Work through the data below and give the number of lines holding the word "order", without any other text.

• **The data**:
Start of Block

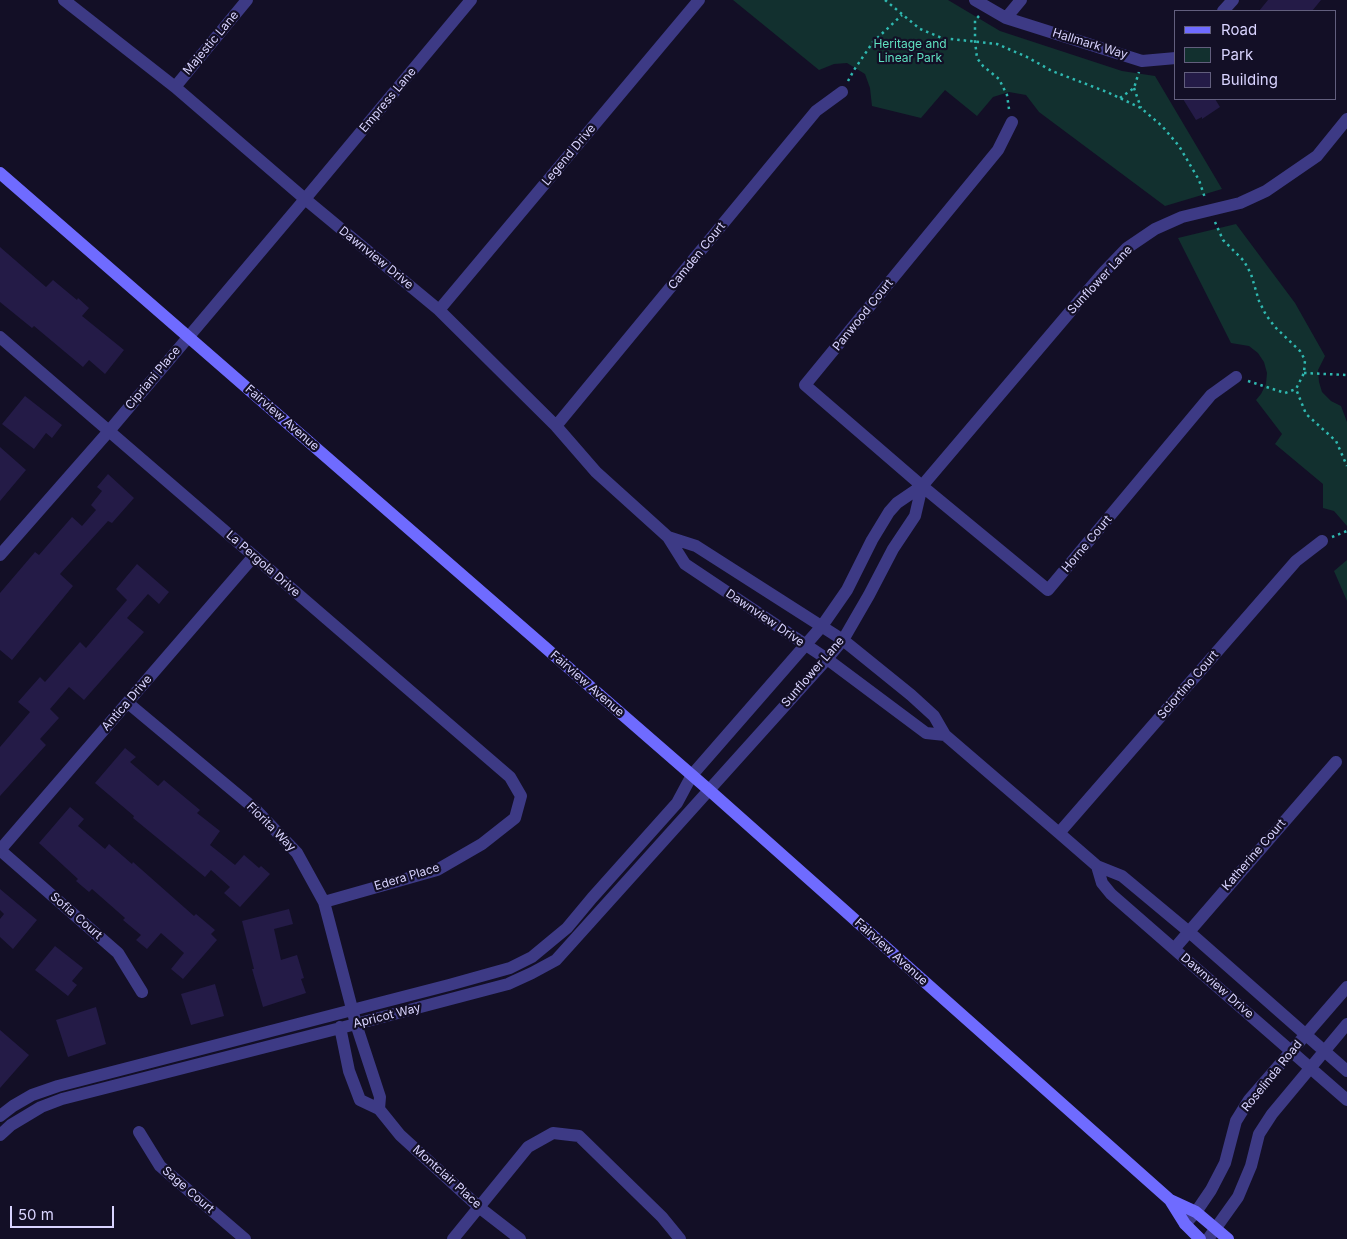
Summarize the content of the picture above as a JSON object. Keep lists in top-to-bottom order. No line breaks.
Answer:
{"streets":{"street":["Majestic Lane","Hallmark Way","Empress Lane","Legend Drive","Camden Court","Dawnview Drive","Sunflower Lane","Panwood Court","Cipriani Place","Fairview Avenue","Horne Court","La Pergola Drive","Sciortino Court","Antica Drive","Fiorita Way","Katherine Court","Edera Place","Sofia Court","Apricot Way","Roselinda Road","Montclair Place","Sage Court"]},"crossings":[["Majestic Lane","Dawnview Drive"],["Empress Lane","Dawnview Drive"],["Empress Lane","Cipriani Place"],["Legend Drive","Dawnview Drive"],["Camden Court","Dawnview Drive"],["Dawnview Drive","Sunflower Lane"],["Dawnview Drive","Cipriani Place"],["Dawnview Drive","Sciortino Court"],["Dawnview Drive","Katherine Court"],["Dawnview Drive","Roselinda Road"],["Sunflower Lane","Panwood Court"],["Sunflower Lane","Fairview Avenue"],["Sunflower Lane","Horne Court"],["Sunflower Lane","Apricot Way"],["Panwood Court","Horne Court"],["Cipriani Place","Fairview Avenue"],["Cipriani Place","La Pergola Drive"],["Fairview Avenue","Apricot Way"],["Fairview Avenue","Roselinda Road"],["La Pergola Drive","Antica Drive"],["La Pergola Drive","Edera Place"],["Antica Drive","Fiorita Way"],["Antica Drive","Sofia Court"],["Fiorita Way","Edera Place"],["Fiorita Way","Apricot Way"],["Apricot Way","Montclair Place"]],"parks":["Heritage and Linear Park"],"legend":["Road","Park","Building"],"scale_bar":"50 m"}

End of Block
Start of Block

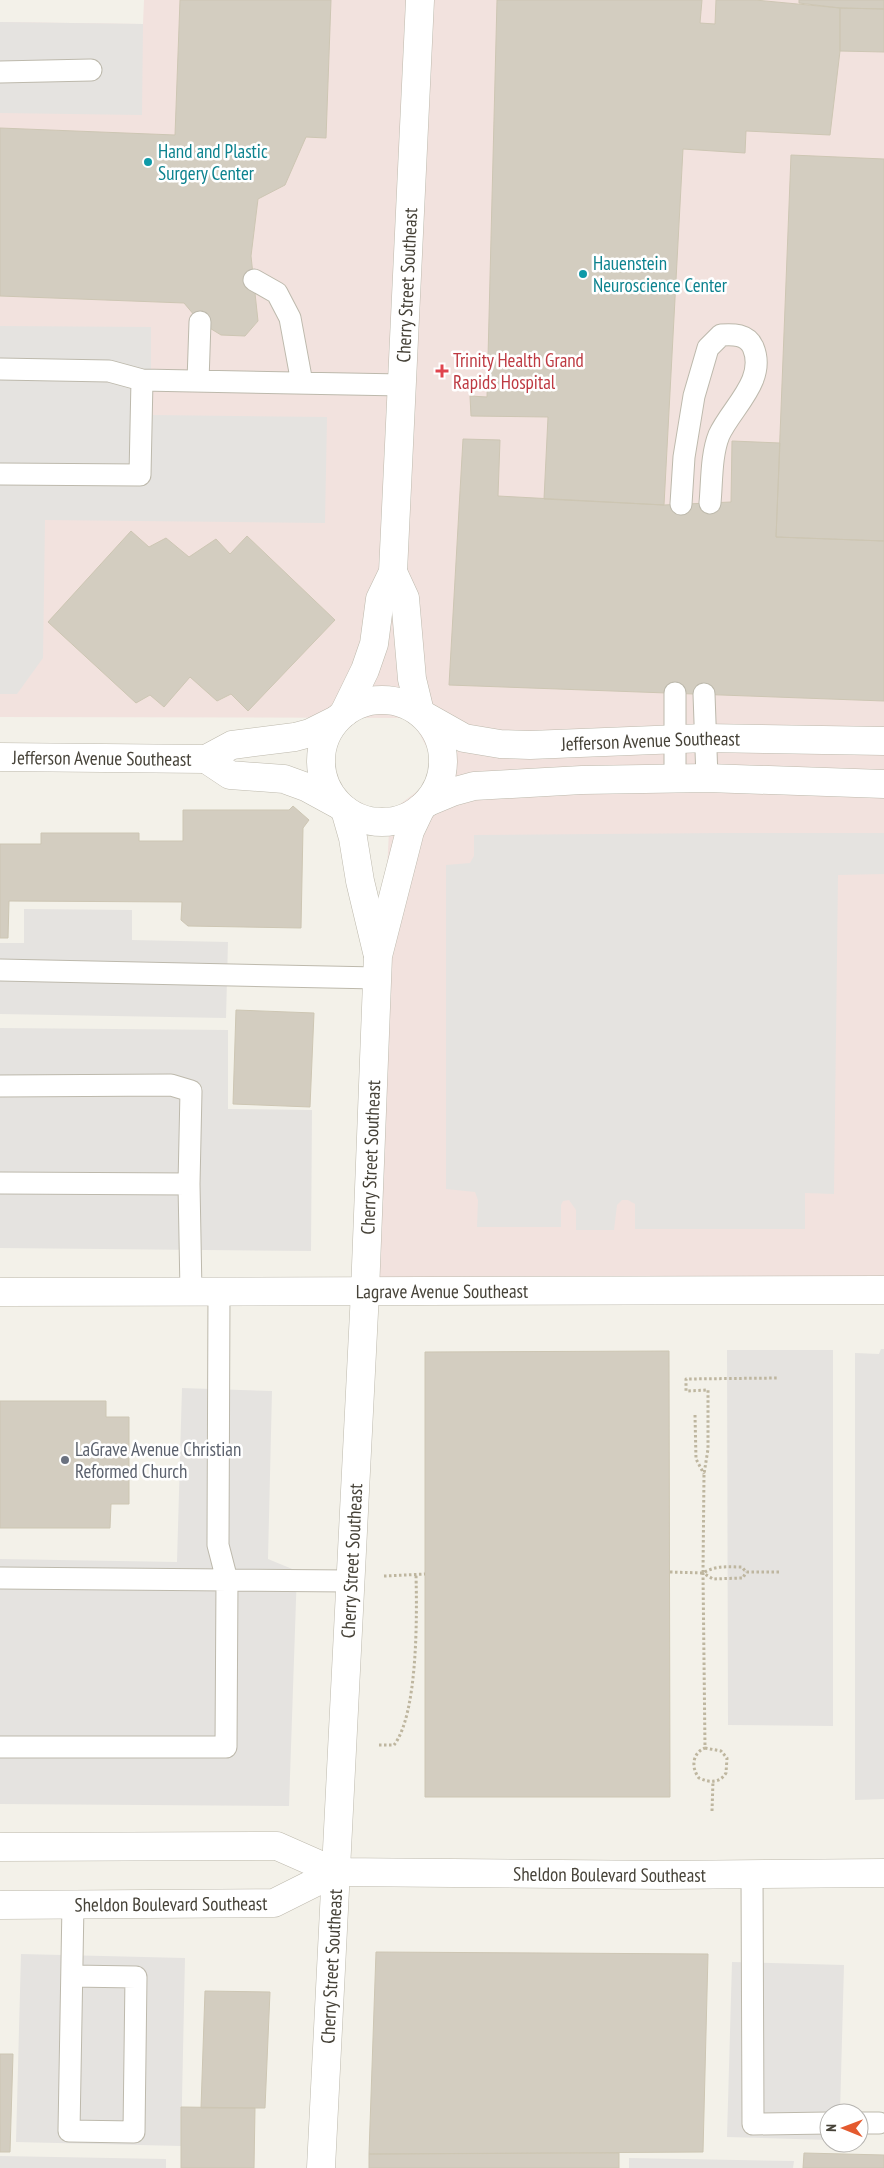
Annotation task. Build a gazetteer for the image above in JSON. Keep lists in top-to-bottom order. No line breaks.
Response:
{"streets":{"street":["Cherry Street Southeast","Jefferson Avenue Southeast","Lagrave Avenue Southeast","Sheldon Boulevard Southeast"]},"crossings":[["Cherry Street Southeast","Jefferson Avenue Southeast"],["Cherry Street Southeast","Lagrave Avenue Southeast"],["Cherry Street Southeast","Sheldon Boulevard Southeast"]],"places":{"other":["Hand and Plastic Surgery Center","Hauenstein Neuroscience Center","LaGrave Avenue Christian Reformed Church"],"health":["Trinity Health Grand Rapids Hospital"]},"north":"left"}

End of Block
Start of Block

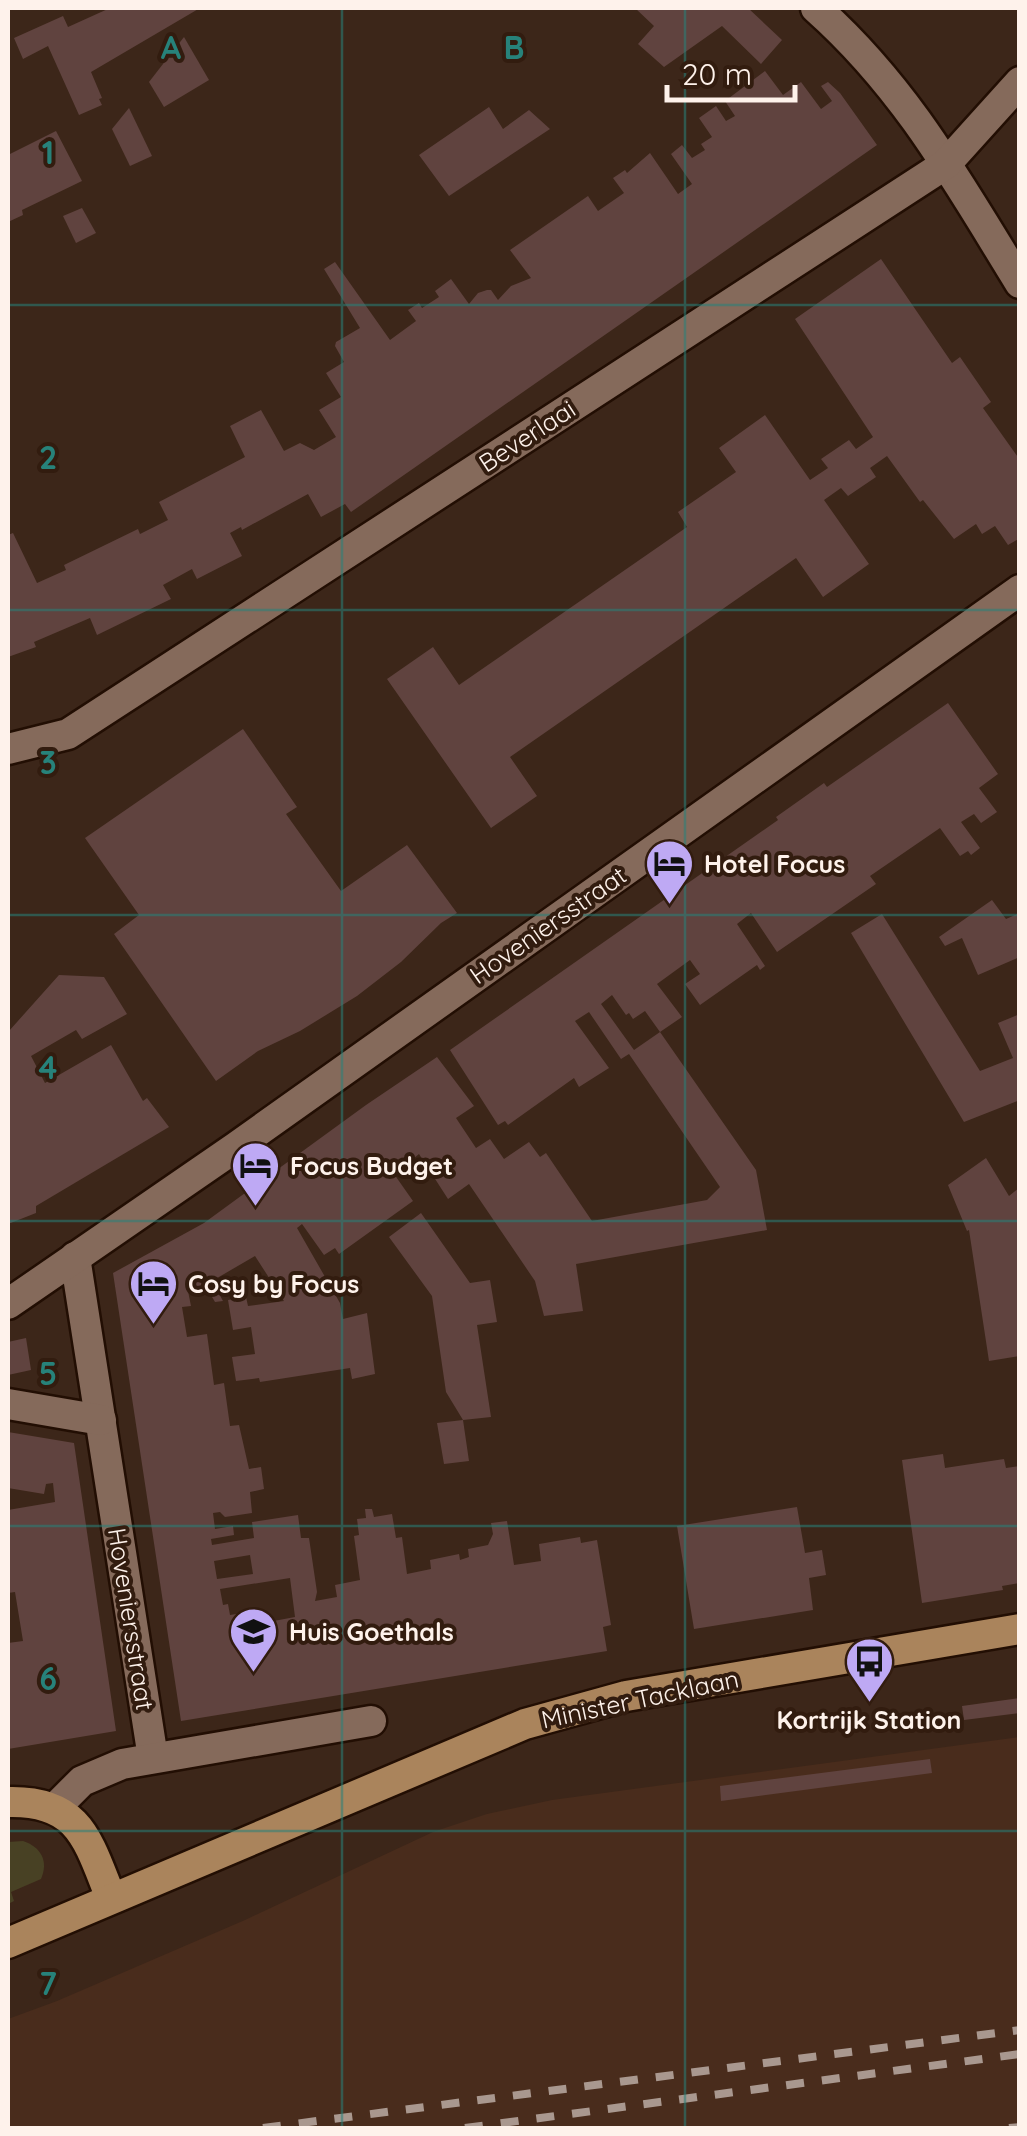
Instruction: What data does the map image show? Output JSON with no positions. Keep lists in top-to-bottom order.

End of Block

• **Task solution**: 3